=== DATA PROVIDED ===

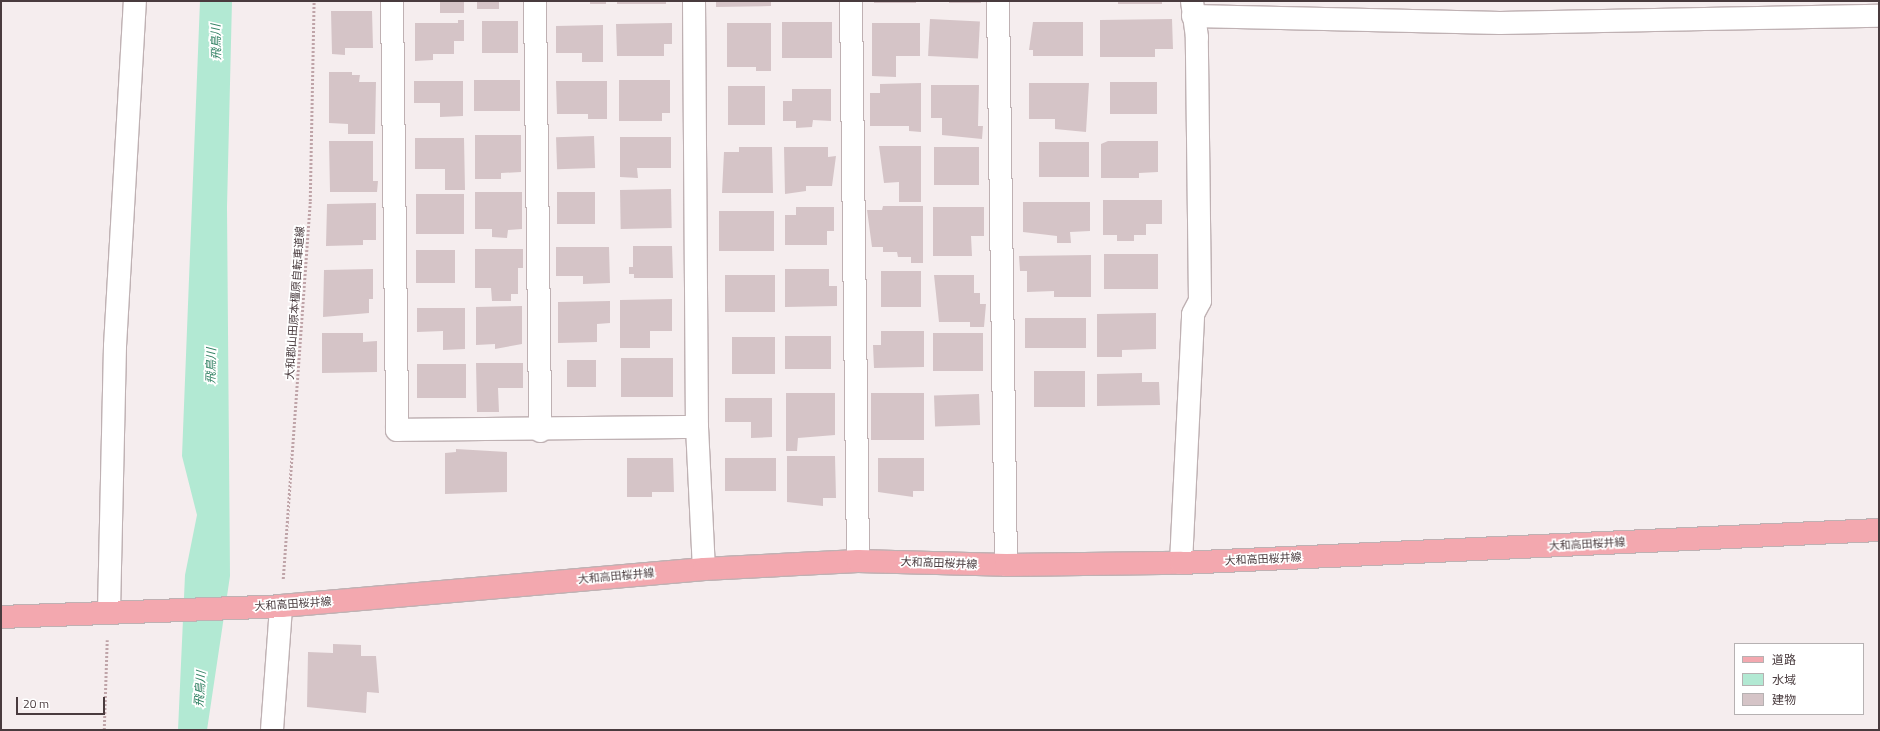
<!DOCTYPE html>
<meta charset="utf-8">
<style>
body{margin:0}
#map{position:relative;width:1880px;height:731px;overflow:hidden;background:#f5edee;font-family:"Titillium Web","Noto Sans JP",sans-serif}
div>[style]{position:absolute}
[style*='--x']{left:calc(var(--x)*1px);top:calc(var(--y)*1px);width:calc(var(--w)*1px);rotate:calc(var(--a)*1deg)}
.water>*{inset:0;background:#b2e9d3}
.building>*{inset:0;background:#d5c4c7;transform-origin:0 0}
.path>*{height:2.5px;margin-top:-1.25px;transform-origin:0;background:repeating-linear-gradient(90deg,#bfa4a8 0 2px,transparent 0 4px)}
.roads{filter:drop-shadow(1px 0 #bfb1b3) drop-shadow(-1px 0 #bfb1b3) drop-shadow(0 1px #bfb1b3) drop-shadow(0 -1px #bfb1b3)}
.minor>*{height:22px;margin:-11px;padding:0 11px;transform-origin:11px;border-radius:11px;background:#fff}
.primary>*{height:22px;margin:-11px;padding:0 11px;transform-origin:11px;border-radius:11px;background:#f3a8af}
span{translate:-50% -50%;white-space:nowrap;text-align:center;line-height:1.15;-webkit-text-stroke:3.5px #fff;paint-order:stroke}
.street-label{font-size:11px;color:#493b3e}
.water-label{font-size:12px;color:#348365;font-style:italic}
.frame{position:absolute;inset:0;border:2px solid #493b3e;pointer-events:none}
.legend{position:absolute;left:1734px;top:643px;width:130px;height:72px;box-sizing:border-box;background:#fff;border:1px solid #b6b1b2;margin:0;padding:5px 7px;list-style:none;font-size:12px;color:#493b3e}
.legend li{display:flex;align-items:center;gap:8px;height:20px}
.legend b{width:20px;border:1px solid #b6b1b2}
.scale{position:absolute;left:16px;top:697px;width:89px;height:18px;box-sizing:border-box;border:2px solid #493b3e;border-top:0;padding-left:5px;font-size:12px;line-height:14px;white-space:nowrap;color:#493b3e;-webkit-text-stroke:3px #fff;paint-order:stroke}
</style>
<div id="map">
<div class="water">
<i style="clip-path:polygon(200px 1px,232px 1px,227px 207px,230px 576px,207px 730px,178px 730px,185px 575px,197px 515px,182px 456px)"></i>
</div>
<div class="building">
<i style="left:440px;top:1px;width:24px;height:12px"></i>
<i style="left:477px;top:1px;width:22px;height:8px"></i>
<i style="left:590px;top:1px;width:16px;height:3px"></i>
<i style="left:617px;top:1px;width:49px;height:3px"></i>
<i style="clip-path:polygon(716px 1px,771px 1px,771px 6px,716px 7px)"></i>
<i style="left:874px;top:1px;width:42px;height:2px"></i>
<i style="left:949px;top:1px;width:32px;height:2px"></i>
<i style="left:1118px;top:1px;width:44px;height:3px"></i>
<i style="clip-path:polygon(331px 11px,372px 11px,373px 48px,345px 48px,345px 55px,332px 54px)"></i>
<i style="left:930px;top:19px;width:50px;height:37px;rotate:3deg"></i>
<i style="clip-path:polygon(1172px 19px,1173px 49px,1155px 49px,1155px 57px,1100px 57px,1100px 20px)"></i>
<i style="clip-path:polygon(458px 20px,464px 20px,464px 41px,454px 41px,454px 54px,433px 54px,433px 60px,415px 61px,415px 23px,458px 23px)"></i>
<i style="left:482px;top:21px;width:36px;height:32px"></i>
<i style="left:782px;top:22px;width:50px;height:36px"></i>
<i style="clip-path:polygon(1033px 22px,1083px 22px,1083px 56px,1033px 56px,1033px 50px,1029px 50px)"></i>
<i style="clip-path:polygon(672px 23px,672px 44px,664px 44px,664px 56px,617px 56px,616px 24px)"></i>
<i style="clip-path:polygon(727px 23px,771px 23px,771px 71px,756px 71px,756px 67px,727px 67px)"></i>
<i style="clip-path:polygon(872px 23px,920px 23px,920px 56px,896px 56px,896px 77px,872px 76px)"></i>
<i style="clip-path:polygon(603px 25px,603px 62px,582px 62px,582px 53px,556px 53px,556px 26px)"></i>
<i style="clip-path:polygon(329px 72px,352px 72px,352px 75px,360px 75px,359px 82px,376px 82px,375px 134px,348px 134px,348px 124px,329px 123px)"></i>
<i style="left:474px;top:80px;width:46px;height:31px"></i>
<i style="clip-path:polygon(619px 80px,670px 80px,670px 113px,662px 113px,662px 121px,619px 121px)"></i>
<i style="clip-path:polygon(414px 81px,463px 81px,463px 116px,440px 117px,440px 103px,414px 103px)"></i>
<i style="clip-path:polygon(556px 81px,607px 81px,607px 119px,588px 119px,588px 114px,557px 114px)"></i>
<i style="left:1110px;top:82px;width:47px;height:32px"></i>
<i style="clip-path:polygon(921px 83px,921px 132px,909px 131px,909px 126px,870px 126px,870px 93px,880px 93px,880px 84px)"></i>
<i style="clip-path:polygon(1029px 83px,1089px 83px,1086px 132px,1055px 129px,1055px 119px,1029px 119px)"></i>
<i style="clip-path:polygon(931px 85px,979px 85px,978px 126px,983px 126px,982px 139px,942px 135px,942px 118px,931px 118px)"></i>
<i style="left:728px;top:86px;width:37px;height:39px"></i>
<i style="clip-path:polygon(792px 89px,831px 89px,831px 121px,813px 120px,812px 127px,796px 128px,796px 121px,783px 121px,783px 101px,792px 101px)"></i>
<i style="clip-path:polygon(475px 135px,521px 135px,521px 172px,501px 173px,501px 179px,475px 179px)"></i>
<i style="left:594px;top:136px;width:32px;height:38px;rotate:88deg"></i>
<i style="clip-path:polygon(620px 137px,671px 137px,671px 168px,637px 168px,638px 178px,620px 177px)"></i>
<i style="clip-path:polygon(415px 138px,464px 138px,465px 190px,445px 190px,445px 169px,415px 169px)"></i>
<i style="clip-path:polygon(329px 141px,373px 141px,373px 181px,378px 181px,377px 192px,330px 192px)"></i>
<i style="clip-path:polygon(1108px 141px,1158px 141px,1158px 172px,1139px 173px,1139px 178px,1101px 178px,1101px 144px)"></i>
<i style="left:1089px;top:142px;width:35px;height:50px;rotate:90deg"></i>
<i style="clip-path:polygon(879px 146px,921px 146px,921px 202px,899px 202px,899px 182px,884px 183px)"></i>
<i style="clip-path:polygon(739px 147px,772px 147px,773px 193px,722px 193px,724px 152px,739px 152px)"></i>
<i style="clip-path:polygon(784px 147px,828px 147px,828px 157px,836px 156px,832px 186px,806px 186px,806px 191px,785px 194px)"></i>
<i style="left:934px;top:147px;width:45px;height:38px"></i>
<i style="left:671px;top:189px;width:39px;height:51px;rotate:89deg"></i>
<i style="clip-path:polygon(475px 192px,522px 192px,522px 229px,508px 230px,507px 238px,492px 237px,492px 229px,475px 229px)"></i>
<i style="left:557px;top:192px;width:38px;height:32px"></i>
<i style="left:464px;top:194px;width:40px;height:48px;rotate:90deg"></i>
<i style="clip-path:polygon(1103px 200px,1162px 200px,1162px 224px,1146px 224px,1146px 235px,1134px 235px,1134px 241px,1117px 241px,1117px 235px,1103px 235px)"></i>
<i style="clip-path:polygon(1023px 202px,1090px 202px,1090px 231px,1070px 232px,1071px 243px,1057px 243px,1057px 236px,1023px 232px)"></i>
<i style="clip-path:polygon(376px 203px,376px 240px,363px 240px,363px 245px,326px 246px,327px 204px)"></i>
<i style="clip-path:polygon(883px 206px,923px 206px,923px 263px,911px 263px,911px 257px,898px 257px,897px 252px,883px 252px,883px 247px,872px 247px,867px 210px,882px 210px)"></i>
<i style="clip-path:polygon(796px 207px,834px 207px,834px 231px,827px 231px,827px 245px,785px 245px,785px 215px,796px 215px)"></i>
<i style="clip-path:polygon(933px 207px,984px 207px,984px 236px,971px 236px,972px 256px,933px 256px)"></i>
<i style="left:719px;top:211px;width:55px;height:40px"></i>
<i style="clip-path:polygon(633px 246px,672px 246px,673px 278px,634px 278px,634px 274px,629px 274px,629px 267px,633px 267px)"></i>
<i style="clip-path:polygon(556px 247px,609px 247px,610px 283px,583px 284px,583px 276px,556px 276px)"></i>
<i style="clip-path:polygon(475px 249px,523px 249px,523px 268px,518px 268px,518px 294px,511px 294px,511px 301px,492px 301px,491px 288px,475px 288px)"></i>
<i style="left:455px;top:250px;width:33px;height:39px;rotate:90deg"></i>
<i style="left:1104px;top:254px;width:54px;height:35px"></i>
<i style="clip-path:polygon(1091px 255px,1091px 297px,1054px 297px,1054px 291px,1027px 292px,1027px 271px,1020px 271px,1019px 256px)"></i>
<i style="clip-path:polygon(373px 269px,373px 299px,369px 299px,369px 313px,323px 317px,324px 270px)"></i>
<i style="clip-path:polygon(785px 269px,829px 269px,829px 286px,837px 286px,837px 306px,785px 307px)"></i>
<i style="left:881px;top:271px;width:40px;height:36px"></i>
<i style="left:725px;top:275px;width:50px;height:37px"></i>
<i style="clip-path:polygon(934px 275px,974px 275px,974px 293px,980px 293px,980px 304px,986px 304px,984px 327px,970px 327px,970px 322px,939px 322px)"></i>
<i style="clip-path:polygon(672px 299px,672px 331px,650px 331px,650px 348px,620px 348px,620px 300px)"></i>
<i style="clip-path:polygon(610px 301px,610px 323px,597px 324px,597px 342px,558px 343px,558px 302px)"></i>
<i style="clip-path:polygon(522px 306px,522px 344px,495px 349px,495px 344px,476px 345px,476px 307px)"></i>
<i style="clip-path:polygon(417px 308px,465px 308px,465px 349px,443px 350px,443px 331px,417px 332px)"></i>
<i style="clip-path:polygon(1156px 313px,1156px 349px,1122px 350px,1122px 357px,1097px 357px,1097px 314px)"></i>
<i style="left:1025px;top:318px;width:61px;height:30px"></i>
<i style="clip-path:polygon(881px 331px,924px 331px,924px 367px,874px 368px,873px 345px,881px 345px)"></i>
<i style="clip-path:polygon(322px 333px,363px 333px,363px 342px,377px 341px,377px 372px,322px 373px)"></i>
<i style="left:983px;top:333px;width:38px;height:50px;rotate:90deg"></i>
<i style="left:785px;top:336px;width:46px;height:33px"></i>
<i style="left:732px;top:337px;width:43px;height:37px"></i>
<i style="left:673px;top:358px;width:39px;height:52px;rotate:90deg"></i>
<i style="left:567px;top:360px;width:29px;height:27px"></i>
<i style="clip-path:polygon(476px 363px,523px 363px,523px 388px,498px 388px,499px 412px,477px 412px)"></i>
<i style="left:417px;top:364px;width:49px;height:34px"></i>
<i style="left:1034px;top:371px;width:51px;height:36px"></i>
<i style="clip-path:polygon(1142px 373px,1142px 382px,1159px 382px,1160px 405px,1097px 406px,1097px 374px)"></i>
<i style="clip-path:polygon(786px 393px,835px 393px,835px 435px,798px 438px,797px 451px,786px 451px)"></i>
<i style="left:871px;top:393px;width:53px;height:47px"></i>
<i style="left:979px;top:394px;width:31px;height:45px;rotate:88deg"></i>
<i style="clip-path:polygon(725px 398px,772px 398px,772px 437px,751px 438px,751px 422px,725px 422px)"></i>
<i style="clip-path:polygon(456px 449px,507px 452px,507px 492px,445px 494px,445px 453px,456px 452px)"></i>
<i style="clip-path:polygon(787px 456px,835px 456px,836px 498px,823px 498px,823px 506px,787px 502px)"></i>
<i style="clip-path:polygon(627px 458px,673px 458px,674px 492px,652px 492px,652px 497px,627px 497px)"></i>
<i style="left:725px;top:458px;width:51px;height:33px"></i>
<i style="clip-path:polygon(878px 458px,924px 458px,924px 491px,913px 491px,913px 497px,878px 492px)"></i>
<i style="clip-path:polygon(333px 644px,361px 645px,361px 656px,376px 656px,379px 693px,367px 692px,366px 713px,307px 707px,308px 652px,333px 653px)"></i>
</div>
<div class="path">
<i style="--x:283;--y:579;--w:379;--a:-85.9"></i>
<i style="--x:310;--y:201;--w:200;--a:-88.9"></i>
<i style="--x:104;--y:730;--w:90;--a:-88.1"></i>
</div>
<div class="roads">
<div class="minor">
<i style="--x:392;--y:1;--w:429;--a:89.3"></i>
<i style="--x:397;--y:430;--w:300;--a:-0.6"></i>
<i style="--x:535;--y:1;--w:430;--a:89.3"></i>
<i style="--x:694;--y:1;--w:426;--a:89.6"></i>
<i style="--x:697;--y:427;--w:142;--a:87.2"></i>
<i style="--x:851;--y:1;--w:560;--a:89.28"></i>
<i style="--x:998;--y:1;--w:564;--a:89.19"></i>
<i style="--x:1193;--y:16;--w:307;--a:1.3"></i>
<i style="--x:1500;--y:23;--w:379;--a:-1.1"></i>
<i style="--x:1181;--y:563;--w:249;--a:-87.2"></i>
<i style="--x:1193;--y:314;--w:15;--a:-62"></i>
<i style="--x:1200;--y:301;--w:264;--a:-90.7"></i>
<i style="--x:1197;--y:37;--w:35;--a:-98"></i>
<i style="--x:109;--y:611;--w:265;--a:-88.7"></i>
<i style="--x:115;--y:346;--w:346;--a:-86.7"></i>
<i style="--x:272;--y:730;--w:124;--a:-85.8"></i>
</div>
<div class="primary">
<i style="--x:1;--y:617;--w:280;--a:-2.2"></i>
<i style="--x:281;--y:606;--w:425;--a:-5"></i>
<i style="--x:704;--y:569;--w:154;--a:-3"></i>
<i style="--x:858;--y:561;--w:148;--a:1.5"></i>
<i style="--x:1006;--y:565;--w:175;--a:-0.7"></i>
<i style="--x:1181;--y:563;--w:699;--a:-2.71"></i>
</div>
</div>
<div class="street-label">
<span style="left:295px;top:303px;rotate:-86deg">大和郡山田原本橿原自転車道線</span>
<span style="left:1587px;top:544px;rotate:-3deg">大和高田桜井線</span>
<span style="left:1263px;top:559px;rotate:-3deg">大和高田桜井線</span>
<span style="left:939px;top:563px;rotate:2deg">大和高田桜井線</span>
<span style="left:616px;top:576px;rotate:-5deg">大和高田桜井線</span>
<span style="left:293px;top:604px;rotate:-4deg">大和高田桜井線</span>
</div>
<div class="water-label">
<span style="left:216px;top:42px;rotate:-91deg">飛鳥川</span>
<span style="left:211px;top:366px;rotate:-89deg">飛鳥川</span>
<span style="left:200px;top:689px;rotate:-86deg">飛鳥川</span>
</div>
<div class="frame"></div>
<ul class="legend">
<li><b style="height:5px;background:#f3a8af"></b>道路</li>
<li><b style="height:11px;background:#b2e9d3"></b>水域</li>
<li><b style="height:11px;background:#d5c4c7"></b>建物</li>
</ul>
<div class="scale">20 m</div>
</div>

===

#### WORK TASK
The string to find is "webkit"; copy every line of the listing that has it.

#### ANSWER TO THIS PROBLEM
span{translate:-50% -50%;white-space:nowrap;text-align:center;line-height:1.15;-webkit-text-stroke:3.5px #fff;paint-order:stroke}
.scale{position:absolute;left:16px;top:697px;width:89px;height:18px;box-sizing:border-box;border:2px solid #493b3e;border-top:0;padding-left:5px;font-size:12px;line-height:14px;white-space:nowrap;color:#493b3e;-webkit-text-stroke:3px #fff;paint-order:stroke}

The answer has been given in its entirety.